» Requirement
Retype every record below exactly as it is written.
=== Record excerpts ===
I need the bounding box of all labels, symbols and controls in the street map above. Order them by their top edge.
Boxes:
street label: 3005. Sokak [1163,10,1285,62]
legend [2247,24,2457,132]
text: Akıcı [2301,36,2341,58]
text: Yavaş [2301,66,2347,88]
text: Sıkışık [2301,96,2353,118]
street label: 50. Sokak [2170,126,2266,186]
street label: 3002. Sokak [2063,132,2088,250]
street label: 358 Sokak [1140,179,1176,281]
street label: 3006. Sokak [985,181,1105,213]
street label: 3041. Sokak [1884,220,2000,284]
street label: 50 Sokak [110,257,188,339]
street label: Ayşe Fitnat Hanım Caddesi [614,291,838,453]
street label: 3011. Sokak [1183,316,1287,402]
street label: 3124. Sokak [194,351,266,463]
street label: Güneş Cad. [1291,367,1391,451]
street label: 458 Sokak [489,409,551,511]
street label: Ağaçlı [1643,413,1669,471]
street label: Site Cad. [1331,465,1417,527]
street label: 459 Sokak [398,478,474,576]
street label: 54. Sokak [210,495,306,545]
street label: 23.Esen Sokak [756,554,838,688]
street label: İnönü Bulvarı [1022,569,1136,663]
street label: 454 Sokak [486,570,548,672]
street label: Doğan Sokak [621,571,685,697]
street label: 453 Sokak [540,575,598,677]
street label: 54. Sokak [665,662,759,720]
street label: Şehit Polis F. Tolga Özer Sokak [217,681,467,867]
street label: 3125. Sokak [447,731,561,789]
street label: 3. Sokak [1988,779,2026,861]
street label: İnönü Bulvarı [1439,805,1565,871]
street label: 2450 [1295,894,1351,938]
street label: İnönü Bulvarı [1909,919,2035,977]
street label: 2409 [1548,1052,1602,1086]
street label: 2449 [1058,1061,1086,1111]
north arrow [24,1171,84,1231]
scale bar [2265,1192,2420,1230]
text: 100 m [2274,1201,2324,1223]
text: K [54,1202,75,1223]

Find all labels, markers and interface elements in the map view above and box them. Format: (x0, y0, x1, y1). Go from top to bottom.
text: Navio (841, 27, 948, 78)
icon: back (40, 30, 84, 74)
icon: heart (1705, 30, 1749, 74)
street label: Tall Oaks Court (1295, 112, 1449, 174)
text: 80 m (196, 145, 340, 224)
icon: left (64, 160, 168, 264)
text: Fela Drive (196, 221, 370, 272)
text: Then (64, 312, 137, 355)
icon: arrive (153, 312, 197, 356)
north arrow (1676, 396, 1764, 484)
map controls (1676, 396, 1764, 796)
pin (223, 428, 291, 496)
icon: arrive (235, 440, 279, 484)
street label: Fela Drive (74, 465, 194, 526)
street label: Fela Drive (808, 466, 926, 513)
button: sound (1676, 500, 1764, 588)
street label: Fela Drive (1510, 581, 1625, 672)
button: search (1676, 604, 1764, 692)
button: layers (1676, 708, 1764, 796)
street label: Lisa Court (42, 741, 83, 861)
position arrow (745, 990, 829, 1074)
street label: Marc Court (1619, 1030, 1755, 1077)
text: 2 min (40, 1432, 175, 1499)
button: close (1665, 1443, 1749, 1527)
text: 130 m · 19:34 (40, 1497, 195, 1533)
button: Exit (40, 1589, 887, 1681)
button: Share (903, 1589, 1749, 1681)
===
» Result for this exercise
I need the bounding box of all labels, symbols and controls in the street map above. Order them by their top edge.
Boxes:
street label: 3005. Sokak [1163,10,1285,62]
legend [2247,24,2457,132]
text: Akıcı [2301,36,2341,58]
text: Yavaş [2301,66,2347,88]
text: Sıkışık [2301,96,2353,118]
street label: 50. Sokak [2170,126,2266,186]
street label: 3002. Sokak [2063,132,2088,250]
street label: 358 Sokak [1140,179,1176,281]
street label: 3006. Sokak [985,181,1105,213]
street label: 3041. Sokak [1884,220,2000,284]
street label: 50 Sokak [110,257,188,339]
street label: Ayşe Fitnat Hanım Caddesi [614,291,838,453]
street label: 3011. Sokak [1183,316,1287,402]
street label: 3124. Sokak [194,351,266,463]
street label: Güneş Cad. [1291,367,1391,451]
street label: 458 Sokak [489,409,551,511]
street label: Ağaçlı [1643,413,1669,471]
street label: Site Cad. [1331,465,1417,527]
street label: 459 Sokak [398,478,474,576]
street label: 54. Sokak [210,495,306,545]
street label: 23.Esen Sokak [756,554,838,688]
street label: İnönü Bulvarı [1022,569,1136,663]
street label: 454 Sokak [486,570,548,672]
street label: Doğan Sokak [621,571,685,697]
street label: 453 Sokak [540,575,598,677]
street label: 54. Sokak [665,662,759,720]
street label: Şehit Polis F. Tolga Özer Sokak [217,681,467,867]
street label: 3125. Sokak [447,731,561,789]
street label: 3. Sokak [1988,779,2026,861]
street label: İnönü Bulvarı [1439,805,1565,871]
street label: 2450 [1295,894,1351,938]
street label: İnönü Bulvarı [1909,919,2035,977]
street label: 2409 [1548,1052,1602,1086]
street label: 2449 [1058,1061,1086,1111]
north arrow [24,1171,84,1231]
scale bar [2265,1192,2420,1230]
text: 100 m [2274,1201,2324,1223]
text: K [54,1202,75,1223]

Find all labels, markers and interface elements in the map view above and box them. Format: (x0, y0, x1, y1). Go from top to bottom.
text: Navio (841, 27, 948, 78)
icon: back (40, 30, 84, 74)
icon: heart (1705, 30, 1749, 74)
street label: Tall Oaks Court (1295, 112, 1449, 174)
text: 80 m (196, 145, 340, 224)
icon: left (64, 160, 168, 264)
text: Fela Drive (196, 221, 370, 272)
text: Then (64, 312, 137, 355)
icon: arrive (153, 312, 197, 356)
north arrow (1676, 396, 1764, 484)
map controls (1676, 396, 1764, 796)
pin (223, 428, 291, 496)
icon: arrive (235, 440, 279, 484)
street label: Fela Drive (74, 465, 194, 526)
street label: Fela Drive (808, 466, 926, 513)
button: sound (1676, 500, 1764, 588)
street label: Fela Drive (1510, 581, 1625, 672)
button: search (1676, 604, 1764, 692)
button: layers (1676, 708, 1764, 796)
street label: Lisa Court (42, 741, 83, 861)
position arrow (745, 990, 829, 1074)
street label: Marc Court (1619, 1030, 1755, 1077)
text: 2 min (40, 1432, 175, 1499)
button: close (1665, 1443, 1749, 1527)
text: 130 m · 19:34 (40, 1497, 195, 1533)
button: Exit (40, 1589, 887, 1681)
button: Share (903, 1589, 1749, 1681)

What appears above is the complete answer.